* Dataset excerpts:
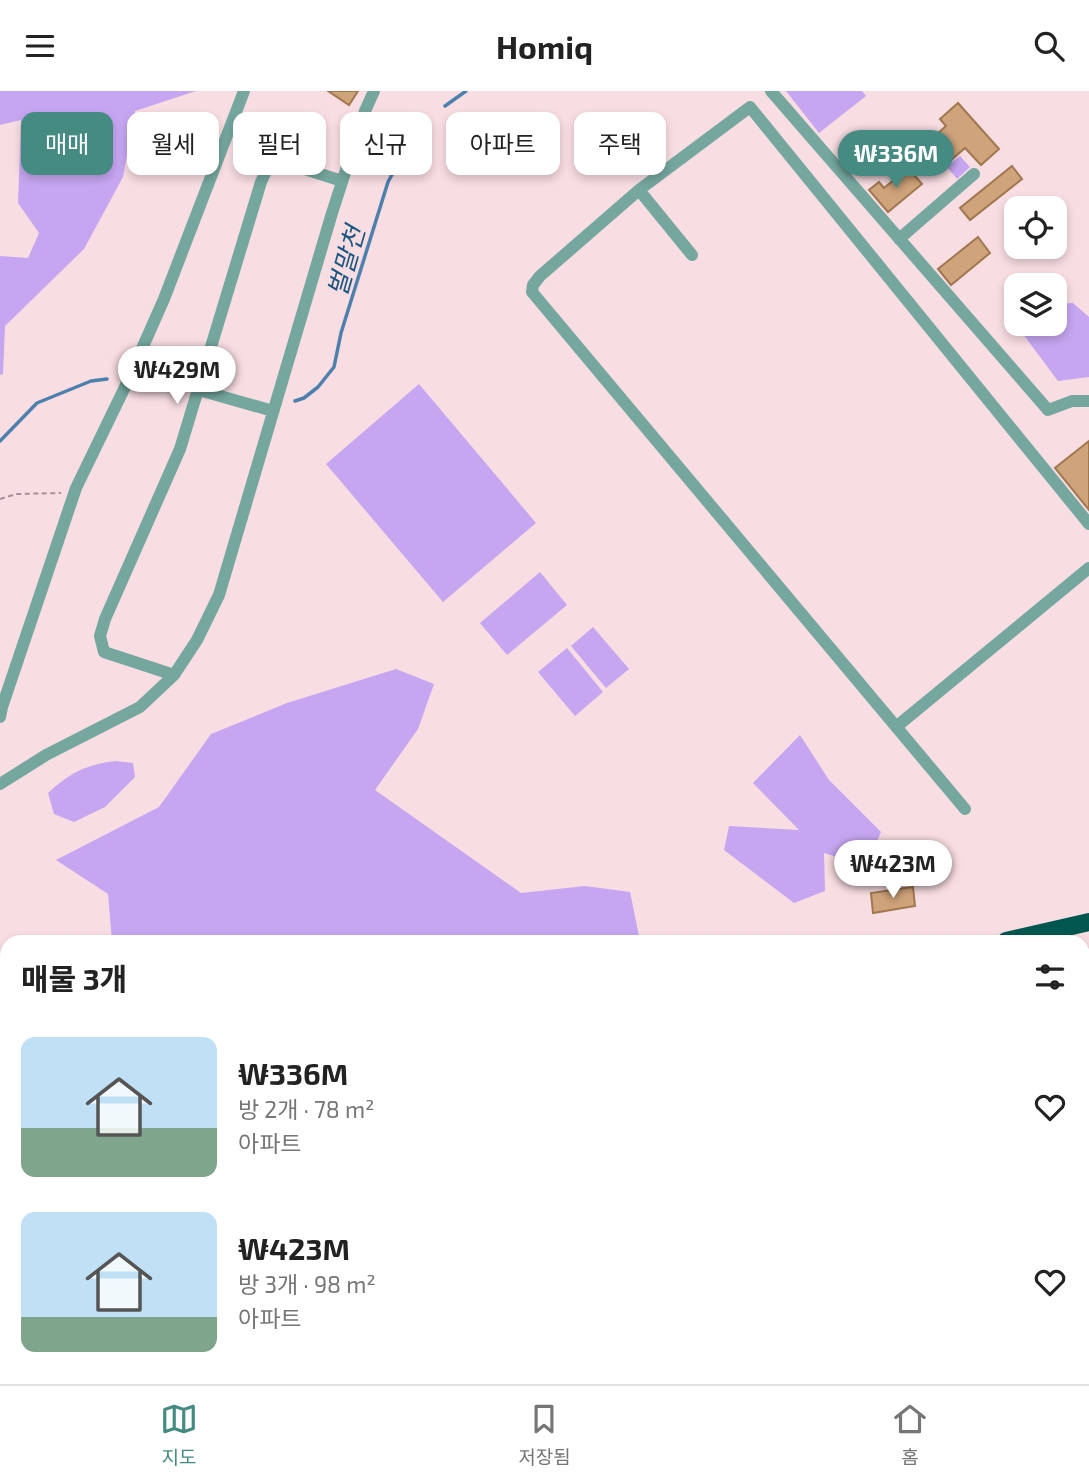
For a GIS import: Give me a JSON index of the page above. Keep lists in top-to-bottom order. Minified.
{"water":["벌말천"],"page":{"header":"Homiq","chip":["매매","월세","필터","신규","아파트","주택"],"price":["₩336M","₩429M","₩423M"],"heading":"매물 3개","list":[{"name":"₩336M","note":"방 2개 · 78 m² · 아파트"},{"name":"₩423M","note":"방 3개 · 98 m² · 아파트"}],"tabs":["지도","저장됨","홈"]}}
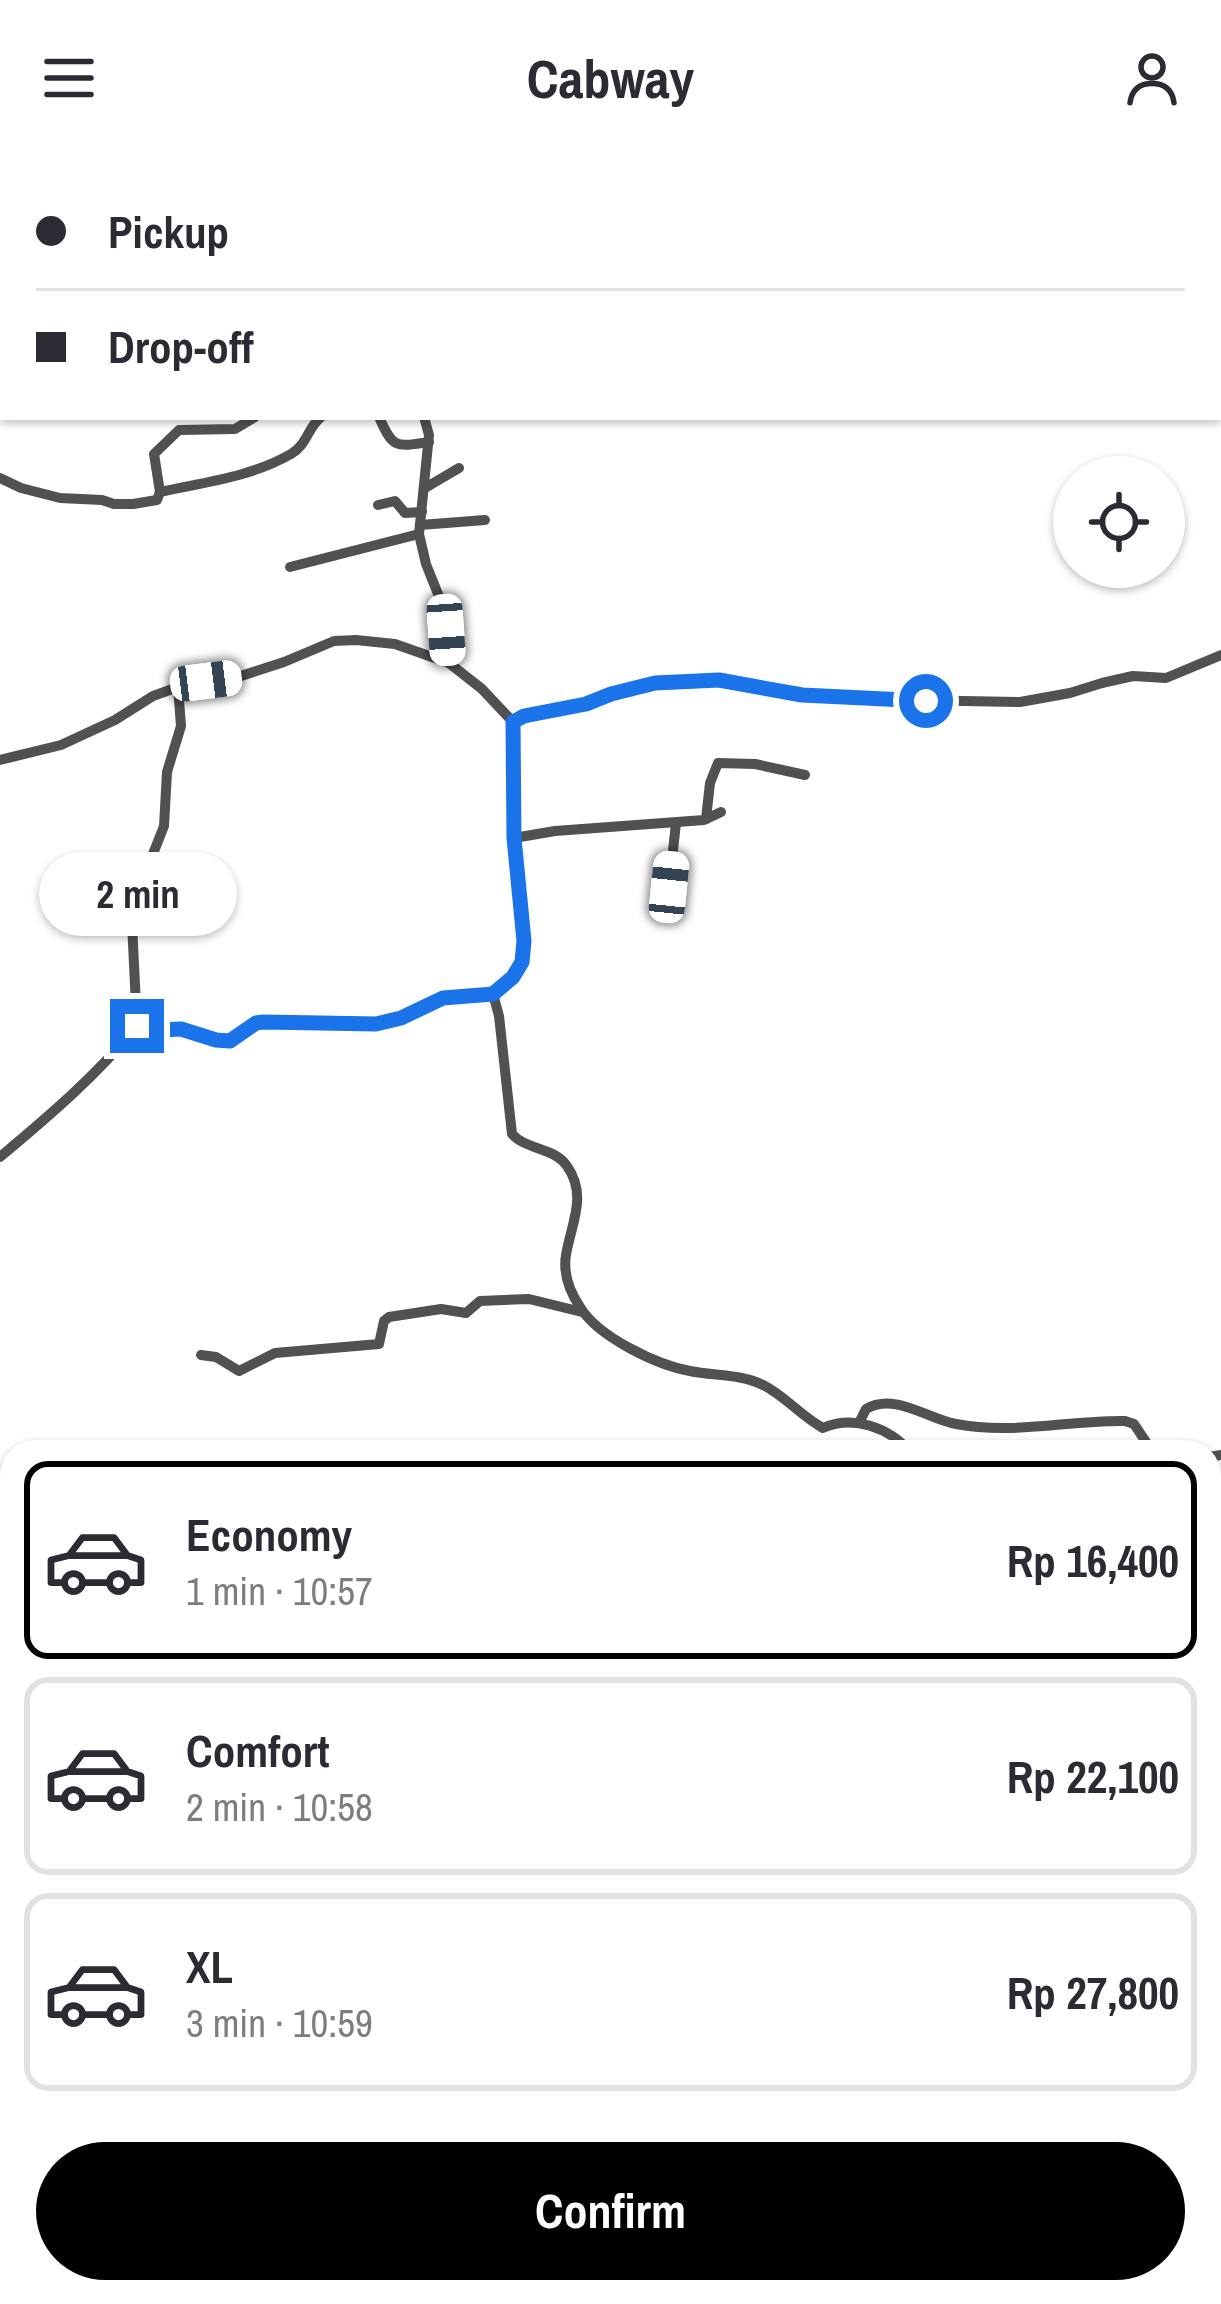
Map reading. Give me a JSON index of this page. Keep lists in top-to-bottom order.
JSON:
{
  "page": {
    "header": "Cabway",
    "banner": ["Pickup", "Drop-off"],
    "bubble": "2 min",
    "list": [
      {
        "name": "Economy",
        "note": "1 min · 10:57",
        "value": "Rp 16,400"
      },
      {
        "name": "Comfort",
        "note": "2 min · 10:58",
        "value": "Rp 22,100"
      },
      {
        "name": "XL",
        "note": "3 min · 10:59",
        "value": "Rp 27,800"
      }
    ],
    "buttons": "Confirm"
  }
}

* * *

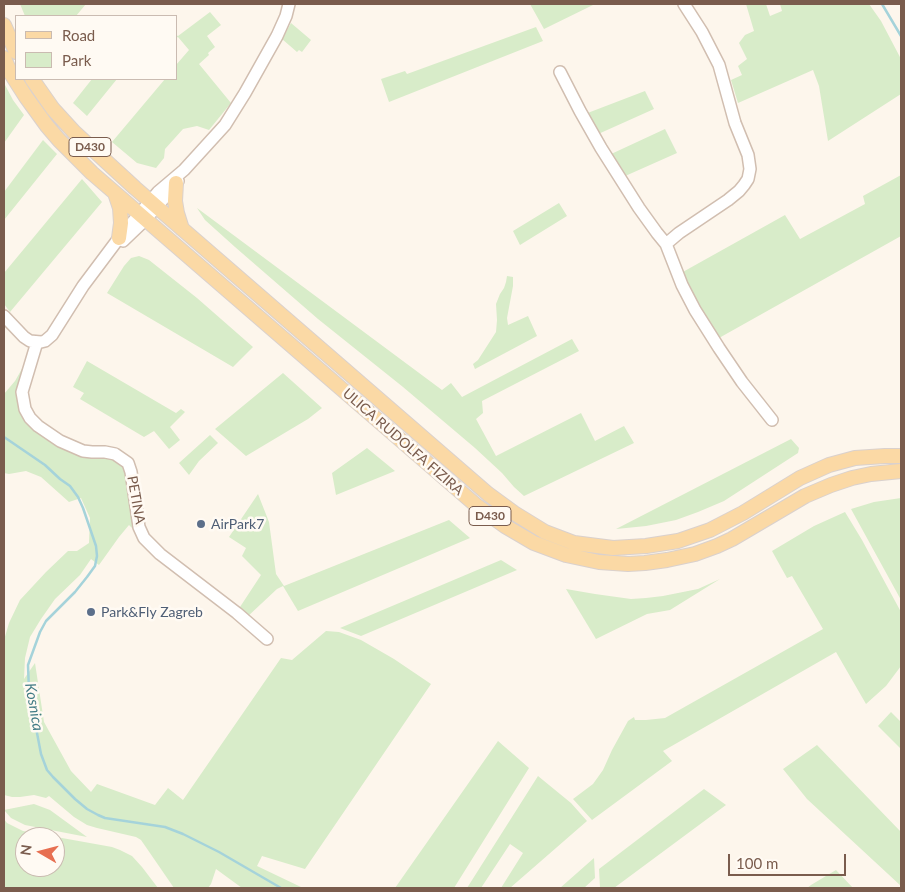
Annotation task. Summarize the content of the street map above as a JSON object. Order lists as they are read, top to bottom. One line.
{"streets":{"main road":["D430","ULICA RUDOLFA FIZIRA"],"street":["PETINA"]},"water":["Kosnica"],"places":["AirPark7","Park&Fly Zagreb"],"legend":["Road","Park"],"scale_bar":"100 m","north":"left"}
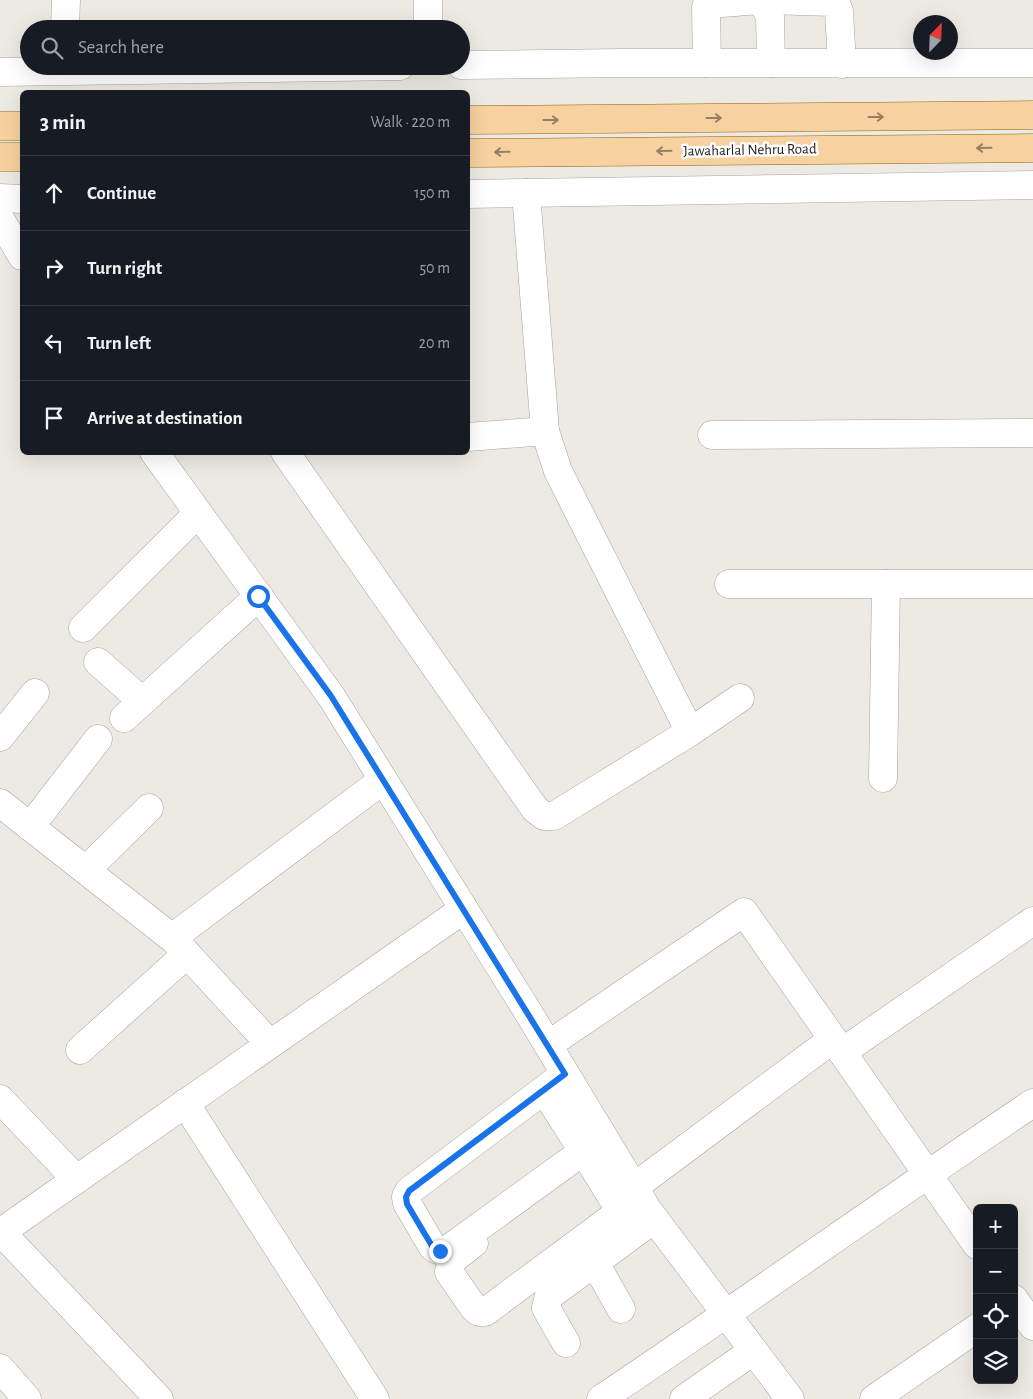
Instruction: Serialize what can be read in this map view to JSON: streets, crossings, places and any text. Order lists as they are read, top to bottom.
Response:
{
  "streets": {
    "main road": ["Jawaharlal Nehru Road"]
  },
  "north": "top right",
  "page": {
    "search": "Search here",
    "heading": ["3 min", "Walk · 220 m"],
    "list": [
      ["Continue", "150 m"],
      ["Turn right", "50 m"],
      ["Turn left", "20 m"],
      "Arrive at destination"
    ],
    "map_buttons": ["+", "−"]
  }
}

* Problem to solve:
Transcribe only this stretch of the data: the line with "For a GIS import: Give", the line with "Map reading. Give", and every line in between. Leave out the pictures.

* Answer for this exercise:
For a GIS import: Give me a JSON index of the page above. Keep lists in top-to-bottom order. Minified.
{"water":["벌말천"],"page":{"header":"Homiq","chip":["매매","월세","필터","신규","아파트","주택"],"price":["₩336M","₩429M","₩423M"],"heading":"매물 3개","list":[{"name":"₩336M","note":"방 2개 · 78 m² · 아파트"},{"name":"₩423M","note":"방 3개 · 98 m² · 아파트"}],"tabs":["지도","저장됨","홈"]}}
Map reading. Give me a JSON index of this page. Keep lists in top-to-bottom order.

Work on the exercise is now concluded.